_Work to be completed_. In the records below, find the line holding "flex:none; width:44px; height:44px;" and the line holding "display:grid; place-items:center; width:88px;". Set down both, with every line between them, exactly.

::: Task inputs

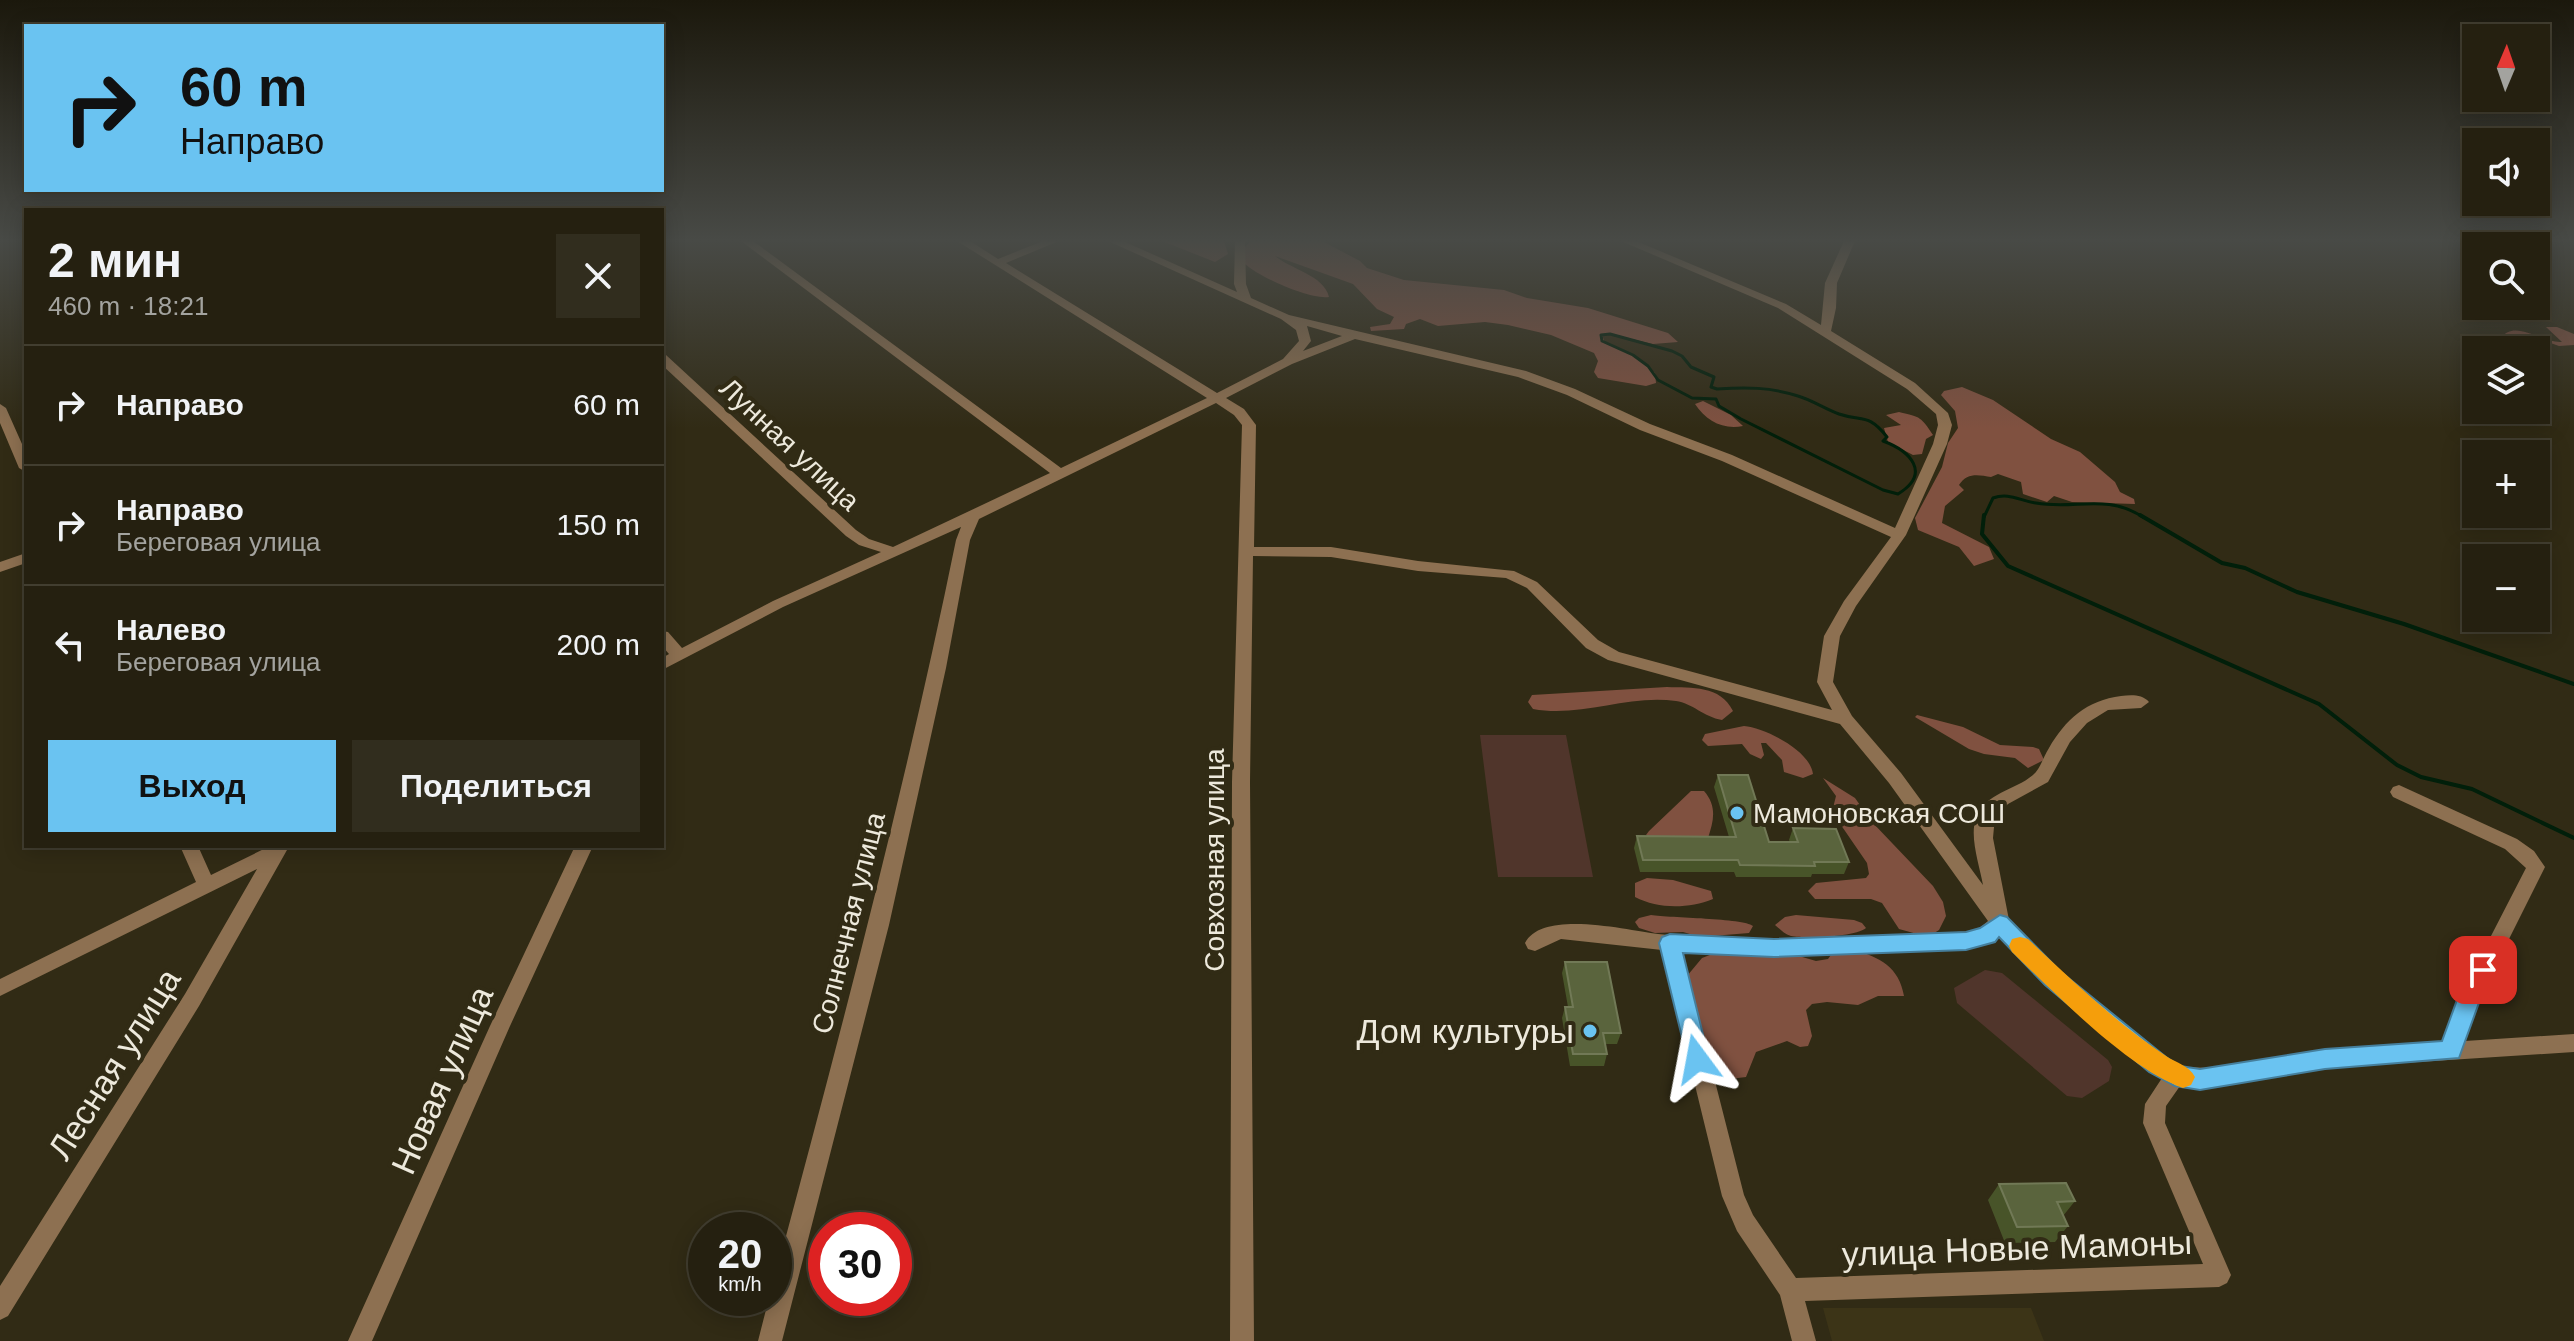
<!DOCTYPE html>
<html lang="ru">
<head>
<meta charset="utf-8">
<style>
  :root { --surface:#252010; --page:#312d1e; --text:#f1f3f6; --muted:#a3a39f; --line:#423e30; --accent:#6ac3f1 }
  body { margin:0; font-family:Helvetica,sans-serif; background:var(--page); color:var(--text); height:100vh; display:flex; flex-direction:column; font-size:30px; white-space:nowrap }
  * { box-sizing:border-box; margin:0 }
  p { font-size:26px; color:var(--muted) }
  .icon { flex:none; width:44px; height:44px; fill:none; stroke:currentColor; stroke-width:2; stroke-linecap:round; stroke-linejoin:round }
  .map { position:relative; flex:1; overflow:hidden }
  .drawer { position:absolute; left:24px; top:208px; width:640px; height:640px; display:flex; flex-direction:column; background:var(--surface); border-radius:0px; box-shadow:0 4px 20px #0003,0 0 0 2px var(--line) }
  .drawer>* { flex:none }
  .banner { position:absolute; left:24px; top:24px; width:640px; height:168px; border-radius:0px; box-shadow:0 4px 20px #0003,0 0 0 2px var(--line); background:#6ac3f1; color:#111; overflow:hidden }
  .needle { width:52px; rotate:2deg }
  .fabs { position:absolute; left:2462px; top:24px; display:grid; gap:16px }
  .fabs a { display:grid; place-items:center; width:88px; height:88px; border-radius:0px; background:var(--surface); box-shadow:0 4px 20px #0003,0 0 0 2px var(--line); font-size:40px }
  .speed { position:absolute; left:688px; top:1212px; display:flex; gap:16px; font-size:40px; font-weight:700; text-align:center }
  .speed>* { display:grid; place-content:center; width:104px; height:104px; border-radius:50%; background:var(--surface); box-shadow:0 4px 20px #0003,0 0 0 2px var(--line); line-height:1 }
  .speed small { font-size:20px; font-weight:400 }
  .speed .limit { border:12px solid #d22; background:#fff; color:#111 }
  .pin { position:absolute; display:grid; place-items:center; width:68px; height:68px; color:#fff; margin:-34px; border-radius:16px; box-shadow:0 4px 12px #0006 }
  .me { position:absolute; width:88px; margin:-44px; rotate:347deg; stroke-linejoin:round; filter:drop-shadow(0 0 6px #0008) }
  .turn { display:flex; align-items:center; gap:28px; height:168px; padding:0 24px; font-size:36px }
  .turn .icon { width:104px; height:104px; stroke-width:2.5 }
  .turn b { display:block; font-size:56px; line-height:68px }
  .round { display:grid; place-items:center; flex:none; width:84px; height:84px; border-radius:0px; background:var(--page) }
  .headline { display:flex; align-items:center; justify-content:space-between; height:136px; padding:0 24px }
  h1 { font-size:48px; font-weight:800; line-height:60px }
  .button { display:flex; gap:16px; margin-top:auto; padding:16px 24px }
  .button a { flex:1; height:92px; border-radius:0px; background:var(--accent); color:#111; font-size:32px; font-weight:800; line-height:92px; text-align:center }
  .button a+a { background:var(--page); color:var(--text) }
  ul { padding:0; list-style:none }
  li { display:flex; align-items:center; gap:24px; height:120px; padding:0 24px; border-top:2px solid var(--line) }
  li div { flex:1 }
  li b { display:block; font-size:30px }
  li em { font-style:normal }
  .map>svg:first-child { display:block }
  .built { fill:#3c3417 }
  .green { fill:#50352b }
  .forest { fill:#805140 }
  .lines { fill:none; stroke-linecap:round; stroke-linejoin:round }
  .stream-far1 { stroke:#011f0a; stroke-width:3 }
  .stream { stroke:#011f0a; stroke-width:4 }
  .minor { fill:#8d7051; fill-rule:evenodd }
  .wall { fill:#485429 }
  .building { fill:#5a643d; stroke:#717956; stroke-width:2 }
  .route { fill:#6ac3f1; stroke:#457f9d; stroke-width:2 }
  .slow { fill:#f59e0b }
  .poi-dot { fill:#6ac3f1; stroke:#312b15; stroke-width:3 }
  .labels { text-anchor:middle; stroke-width:8; stroke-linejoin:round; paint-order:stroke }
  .street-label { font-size:28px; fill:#ede9dc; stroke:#312b15 }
  .poi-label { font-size:28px; fill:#ede9dc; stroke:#312b15; text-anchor:start }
  .near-poi-label { font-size:34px; fill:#ede9dc; stroke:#312b15; text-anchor:end }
  .near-street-label { font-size:34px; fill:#ede9dc; stroke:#312b15 }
</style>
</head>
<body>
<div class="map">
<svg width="2574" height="1341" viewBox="0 0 2574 1341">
  <rect width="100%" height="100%" fill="#312b15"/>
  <path class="built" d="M1823,1308H2031L2044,1341H1832Z"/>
  <path class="green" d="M1480,735H1566L1593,877H1498Z
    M1985,970L2002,973L2108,1060L2112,1067L2109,1081L2082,1098L2067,1096L1957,1003L1954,988Z"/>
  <path class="forest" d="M1162,241H1224L1228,254L1215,262Z
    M1251,241H1322L1360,261L1367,268L1404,280L1504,290L1527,298L1588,308L1668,333L1678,342L1653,344L1610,334L1602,335L1605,343L1633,355L1655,373L1656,383L1646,386L1598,378L1594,372L1598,361L1594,353L1551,335L1508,325L1485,322L1438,326L1420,319L1406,324L1404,329L1371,331L1370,327L1390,324L1394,317L1377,309L1353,284L1275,256C1290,269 1324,275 1329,297C1310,300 1259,277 1245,264L1244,248Z
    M2546,327H2557L2574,334V345L2559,346L2531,336L2501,350H2476V357L2470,352L2472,347L2488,341L2481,335L2501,338C2515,318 2543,344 2562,342Z
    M1962,387L1993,400L2051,439L2080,452L2115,482L2120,492L2134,499L2135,504L2072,502L2054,496L2047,502L2023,494L2021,482L1998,474L1991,477C1979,475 1967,472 1959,485L1964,490L1945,506L1942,523L1989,547L1994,559L1974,566L1959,547L1918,530L1915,518L1942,467L1948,443L1958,428L1955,411L1941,395L1944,391Z
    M1703,401L1731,415L1743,426C1723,430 1706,421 1695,404Z
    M1899,412C1921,417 1921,417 1933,435L1926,439L1922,454L1913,455L1888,442L1884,428L1901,425L1886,415Z
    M1667,687C1692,688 1720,685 1733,711L1722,720C1704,717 1692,703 1676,701C1628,694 1581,718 1533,709L1528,702L1532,695Z
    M1917,715L1963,727L2000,745L2033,747L2039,749L2044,760L2028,768L2015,758L1984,754L1969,749L1915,717Z
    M1744,726C1765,728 1810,750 1813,774L1803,778L1784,772L1782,760L1766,743H1761L1764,755L1761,759L1750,754L1742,744L1708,746L1702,740L1705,734Z
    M1823,778L1855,798L1872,822L1933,886L1943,902L1946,916L1939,930L1928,937L1899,929L1882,903L1871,899H1815L1808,891L1816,883L1866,878L1869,874L1867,863L1832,812L1836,796Z
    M1691,791H1704C1717,806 1714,820 1708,838L1651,839L1646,835L1649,831Z
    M1647,878L1673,880L1711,891L1713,899C1688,909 1658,909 1635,897V883Z
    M1651,915C1670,918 1743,918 1753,926L1749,933L1700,937L1683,932L1655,933L1639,928L1635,922L1639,918Z
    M1796,915L1854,920L1862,923L1866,928C1855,937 1805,939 1791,936C1784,934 1780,929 1775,925L1785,917Z
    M1853,950C1880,957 1899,967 1904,996H1878L1858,1005L1827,1002L1812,1004L1806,1010L1812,1036L1808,1046L1800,1047L1787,1041L1756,1052L1746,1077L1730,1079C1701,1057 1695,1009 1687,976L1702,958L1715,953L1792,954L1816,961L1828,959L1833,952Z"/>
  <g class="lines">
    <path class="stream-far1" d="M1610,334L1672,351L1682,356L1691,367L1714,377L1711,387L1717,389C1746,387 1770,387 1798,396C1812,400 1825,409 1839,414C1863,422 1868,413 1887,437L1883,441C1910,451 1932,473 1898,494L1883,490L1741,419L1719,406L1716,399L1692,398L1658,380L1648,366L1633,355L1602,341L1601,335Z
      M1984,517L1993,498C2009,492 2020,501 2036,503C2076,510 2105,493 2143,517"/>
    <path class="stream" d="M1984,515L1982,534L2008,566L2319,704L2397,765L2421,777L2472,789L2574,838
      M2140,515L2222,563L2245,568L2297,592L2404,624L2574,684"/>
    <path class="minor" d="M741,241H753L1061,468L1207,398L957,241H970L998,259L1043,241H1059L1006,263L1217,393L1283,359L1299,341L1296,330L1281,319L1108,241H1123L1237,292L1234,284L1235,241H1245L1246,284L1251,298L1289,315L1526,371L1575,389L1650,424L1732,455L1895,528L1933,444L1938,425L1936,414L1907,389L1778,308L1621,241H1636L1786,304L1821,325L1825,283L1844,241H1855L1837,283L1836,308L1831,331L1915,383L1948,413L1952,425L1947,444L1906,535L1856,606L1840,636L1833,682L1852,716L1901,773L1983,885C1980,867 1969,837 1976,818C1986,792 2014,791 2033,775C2041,768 2043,757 2049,748C2065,720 2087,700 2121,696C2131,695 2142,694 2149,702L2141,708L2108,710L2087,723L2070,742L2048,782L2008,804L1995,816L1993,838L2009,920L2040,953L2086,995L2180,1067L2213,1068L2325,1050L2444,1042L2458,1000L2526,868L2505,849L2393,797L2390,792L2393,787L2399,785L2517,839L2534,851L2545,867L2478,1001L2465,1041L2574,1034V1052L2325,1068L2213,1086H2180L2166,1106L2165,1123L2231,1275L2227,1283L2219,1287L1805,1301L1816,1341H1792L1780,1295L1737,1231L1722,1196L1662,950L1561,939L1535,951L1528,949L1525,943C1542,909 1627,930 1658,934C1764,945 1870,936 1976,931L1988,921L1889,783L1840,724L1608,660L1586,648L1527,588L1506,578L1418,571L1331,557L1253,556L1250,782L1254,1341H1230L1232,782L1242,425L1234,415L1216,403L979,519L970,540L946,668L889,925L782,1341H758L769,1298H774V1281C840,1035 905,790 956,540L961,527L783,607L662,670V658L669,654L662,646V631L668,632L682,648L773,601L881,552L859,545L846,536L662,365V354L666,355L856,530L869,539L893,547L1050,473ZM1307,326L1342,336L1303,351L1311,341ZM1355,339L1518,377L1567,395L1640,430L1722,461L1891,537L1844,601L1824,636L1817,682L1832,710L1619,652L1598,640L1537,582L1514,571L1418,561L1331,547H1254L1256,425L1244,409L1226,398L1292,364ZM1999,935C2047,987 2102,1039 2162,1078L2145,1104L2143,1123L2203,1264L1796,1278L1753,1215L1744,1195L1682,952L1774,956L1980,947Z
      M0,404L6,408L26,453V472L19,468L0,423Z
      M26,553V563L0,572V562Z
      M180,846H198L211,875L270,846H285L287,850L199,1006L8,1316L0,1320V1286L185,994L257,869L0,996V979L196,882Z
      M575,846H593L510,1026L372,1341H348L490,1026Z"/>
  </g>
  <path class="wall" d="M1718,775L1769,842H1790L1789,840L1793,828L1849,862L1844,874H1812L1811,877H1736L1734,872H1640L1634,848L1637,836L1729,837L1714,787Z
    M1565,962L1621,1033L1617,1044H1605L1607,1054L1604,1066H1570L1562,1018L1565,1007H1568L1562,973Z
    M1999,1184L2075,1201L2063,1216L2068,1226L2055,1242L2005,1243L1988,1200Z"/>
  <path class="building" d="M1718,775H1748L1769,842H1798L1793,828L1836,829L1849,862H1814L1815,866L1740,865L1738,860H1643L1637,836L1736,837Z
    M1565,962H1607L1621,1033H1603L1607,1054H1573L1565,1007H1573Z
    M2066,1183L2075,1201L2057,1202L2068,1226L2017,1227L1999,1184Z"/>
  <linearGradient id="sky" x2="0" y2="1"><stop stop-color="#1b180c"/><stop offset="0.56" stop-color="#484a46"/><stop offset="1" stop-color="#484a46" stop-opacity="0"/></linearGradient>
  <rect width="2574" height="429" fill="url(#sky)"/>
  <path class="route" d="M2000,915L2007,917L2061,972L2166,1057L2180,1066L2200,1069L2325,1049L2442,1041L2457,1000L2476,964L2483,961L2491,964L2495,970L2480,1000L2459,1058L2325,1069L2200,1090L2175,1086L2149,1072L2045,985L1999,937L1995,942L1966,950L1774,957L1683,953L1709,1059L1706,1066L1697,1069L1689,1066L1659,943L1662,937L1670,934L1774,939L1966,932L1980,928Z"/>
  <path class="slow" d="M2020,937L2028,939C2072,980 2116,1023 2166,1056C2176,1063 2189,1065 2195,1077L2191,1085L2183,1088C2127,1068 2056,994 2012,952L2009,946L2012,939Z"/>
  <g class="poi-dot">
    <circle cx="1737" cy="813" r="8"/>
    <circle cx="1590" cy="1031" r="8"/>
  </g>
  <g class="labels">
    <g class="street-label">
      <text transform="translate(790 444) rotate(43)" y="10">Лунная улица</text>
      <text transform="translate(1214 860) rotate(-90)" y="10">Совхозная улица</text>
      <text transform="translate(848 923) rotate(-76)" y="10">Солнечная улица</text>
    </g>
    <g class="poi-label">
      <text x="1753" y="823">Мамоновская СОШ</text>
    </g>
    <g class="near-poi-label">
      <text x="1574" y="1043">Дом культуры</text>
    </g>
    <g class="near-street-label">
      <text transform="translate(114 1064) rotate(-58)" y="12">Лесная улица</text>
      <text transform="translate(442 1080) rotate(-66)" y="12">Новая улица</text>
      <text transform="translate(2017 1248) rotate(-2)" y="12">улица Новые Мамоны</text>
    </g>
  </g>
</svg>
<div class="fabs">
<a><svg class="needle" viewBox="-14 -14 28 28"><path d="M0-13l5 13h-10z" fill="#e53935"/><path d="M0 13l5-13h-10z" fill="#a3a39f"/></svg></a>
<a><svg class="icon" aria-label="sound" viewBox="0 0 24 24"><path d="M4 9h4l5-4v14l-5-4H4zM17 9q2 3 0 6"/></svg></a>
<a><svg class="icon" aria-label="search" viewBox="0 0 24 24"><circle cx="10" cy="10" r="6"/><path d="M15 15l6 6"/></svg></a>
<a><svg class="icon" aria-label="layers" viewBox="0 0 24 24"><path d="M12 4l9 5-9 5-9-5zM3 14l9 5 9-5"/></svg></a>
<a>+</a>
<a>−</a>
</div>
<div class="speed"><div>20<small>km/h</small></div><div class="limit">30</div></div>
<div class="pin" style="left:2483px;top:970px;background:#d93025"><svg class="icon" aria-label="arrive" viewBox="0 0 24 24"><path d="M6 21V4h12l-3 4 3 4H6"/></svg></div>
<svg class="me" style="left:1697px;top:1059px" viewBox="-20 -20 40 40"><path d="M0-17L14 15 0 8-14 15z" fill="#6ac3f1" stroke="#fff" stroke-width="4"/></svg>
<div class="banner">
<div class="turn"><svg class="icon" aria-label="right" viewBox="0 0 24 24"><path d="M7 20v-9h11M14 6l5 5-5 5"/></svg><div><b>60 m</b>Направо</div></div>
</div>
<section class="drawer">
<div class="headline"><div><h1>2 мин</h1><p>460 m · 18:21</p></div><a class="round"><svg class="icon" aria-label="close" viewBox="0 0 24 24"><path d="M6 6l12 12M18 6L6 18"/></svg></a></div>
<ul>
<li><svg class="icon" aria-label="right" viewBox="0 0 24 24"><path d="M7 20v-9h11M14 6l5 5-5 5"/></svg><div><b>Направо</b></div><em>60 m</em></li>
<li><svg class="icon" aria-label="right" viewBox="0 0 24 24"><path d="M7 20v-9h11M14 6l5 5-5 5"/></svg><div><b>Направо</b><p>Береговая улица</p></div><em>150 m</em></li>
<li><svg class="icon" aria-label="left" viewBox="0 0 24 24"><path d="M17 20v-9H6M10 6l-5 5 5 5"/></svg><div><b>Налево</b><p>Береговая улица</p></div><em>200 m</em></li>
</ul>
<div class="button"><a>Выход</a><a>Поделиться</a></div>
</section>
</div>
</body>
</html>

::::::

_Response area_.
  .icon { flex:none; width:44px; height:44px; fill:none; stroke:currentColor; stroke-width:2; stroke-linecap:round; stroke-linejoin:round }
  .map { position:relative; flex:1; overflow:hidden }
  .drawer { position:absolute; left:24px; top:208px; width:640px; height:640px; display:flex; flex-direction:column; background:var(--surface); border-radius:0px; box-shadow:0 4px 20px #0003,0 0 0 2px var(--line) }
  .drawer>* { flex:none }
  .banner { position:absolute; left:24px; top:24px; width:640px; height:168px; border-radius:0px; box-shadow:0 4px 20px #0003,0 0 0 2px var(--line); background:#6ac3f1; color:#111; overflow:hidden }
  .needle { width:52px; rotate:2deg }
  .fabs { position:absolute; left:2462px; top:24px; display:grid; gap:16px }
  .fabs a { display:grid; place-items:center; width:88px; height:88px; border-radius:0px; background:var(--surface); box-shadow:0 4px 20px #0003,0 0 0 2px var(--line); font-size:40px }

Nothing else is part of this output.